Best Practices for TCP Connection Management on EC2

With sixth-generation Nitro (Nitro V6) instances, launched in June 2025, the default TCP connection tracking idle timeout changed from 432,000 seconds (5 days) to 350 seconds. Applications that hold idle connections open for long periods, such as database connection pools, Internet of Things (IoT) telemetry, and persistent microservice connections, may experience unexpected connection drops after migrating to these instances. This post explains why we made this change, how to configure timeouts explicitly, and how to implement keepalives and connection lifecycle management that keep your workloads reliable across any instance generation.

Why the default changed

Connection tracking (conntrack) maintains state for active network connections and powers Security Groups, VPC Flow Logs, and network metering. Your conntrack allowance has finite capacity based on available Nitro resources. Under the previous 5-day default, idle and orphaned connections (those that never receive FIN or RST packets) remained tracked for up to 5 days. As these accumulated, they could exhaust your allowance. When the allowance is consumed, the instance cannot accept new connections until an existing entry closes or times out. You’ll see connection timeouts, connection refused errors, or 504 errors from load balancers when backend connections fail to establish. You can detect this through ethtool conntrack metrics, application-level connection errors, increased retry rates, or TCP_ELB_Reset_Count on NLBs. Non-TCP flows such as UDP use much shorter timeouts (30–180 seconds) and are unlikely to accumulate at scale.

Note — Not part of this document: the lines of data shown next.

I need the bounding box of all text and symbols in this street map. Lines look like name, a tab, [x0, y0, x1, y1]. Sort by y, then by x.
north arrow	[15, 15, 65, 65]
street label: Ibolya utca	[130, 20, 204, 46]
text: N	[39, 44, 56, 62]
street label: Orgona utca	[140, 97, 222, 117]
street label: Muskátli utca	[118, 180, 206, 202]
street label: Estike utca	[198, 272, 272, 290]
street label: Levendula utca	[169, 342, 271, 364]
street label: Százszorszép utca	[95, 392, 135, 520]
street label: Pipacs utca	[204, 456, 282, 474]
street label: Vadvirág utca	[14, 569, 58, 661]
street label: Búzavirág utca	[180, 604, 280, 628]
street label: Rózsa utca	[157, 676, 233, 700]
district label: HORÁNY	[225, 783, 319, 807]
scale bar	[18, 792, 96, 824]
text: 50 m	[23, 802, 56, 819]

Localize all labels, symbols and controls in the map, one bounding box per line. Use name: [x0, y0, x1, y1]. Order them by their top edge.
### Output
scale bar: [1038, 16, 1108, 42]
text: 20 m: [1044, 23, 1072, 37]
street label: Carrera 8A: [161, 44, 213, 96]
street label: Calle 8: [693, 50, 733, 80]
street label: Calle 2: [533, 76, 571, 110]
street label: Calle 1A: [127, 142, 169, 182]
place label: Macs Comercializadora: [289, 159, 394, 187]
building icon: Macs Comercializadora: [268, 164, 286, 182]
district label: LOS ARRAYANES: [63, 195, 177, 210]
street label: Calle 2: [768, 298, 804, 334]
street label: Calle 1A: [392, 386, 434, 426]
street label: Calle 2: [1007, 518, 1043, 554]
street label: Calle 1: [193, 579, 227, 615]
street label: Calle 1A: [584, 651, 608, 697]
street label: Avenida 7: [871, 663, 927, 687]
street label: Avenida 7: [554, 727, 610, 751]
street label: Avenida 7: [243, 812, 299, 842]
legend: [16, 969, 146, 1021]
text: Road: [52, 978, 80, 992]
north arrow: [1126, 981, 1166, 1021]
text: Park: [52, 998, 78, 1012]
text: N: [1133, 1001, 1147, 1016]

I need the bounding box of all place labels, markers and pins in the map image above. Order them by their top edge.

To give you control over this, we previously introduced configurable idle timeouts in November 2023, allowing customers to set TCP established idle timeouts from 60 to 432,000 seconds per ENI across all Nitro instance generations. The 350-second default on Nitro V6 aligns EC2 with AWS networking services such as Network Load Balancer, NAT Gateway, and Gateway Load Balancer, reducing timeout mismatches that create half-open connections, where one side considers the connection alive while the other has dropped it.

How to configure timeouts

You can set TCP idle timeouts at the ENI level through the AWS CLI, Launch Templates, the AWS Management Console, or infrastructure-as-code tools such as AWS CloudFormation and Terraform. The CLI operation is ModifyNetworkInterfaceAttribute. If your workload requires longer idle timeouts, configure them explicitly rather than relying on defaults.

For step-by-step instructions and examples, see our previous blog post on configurable idle timeout.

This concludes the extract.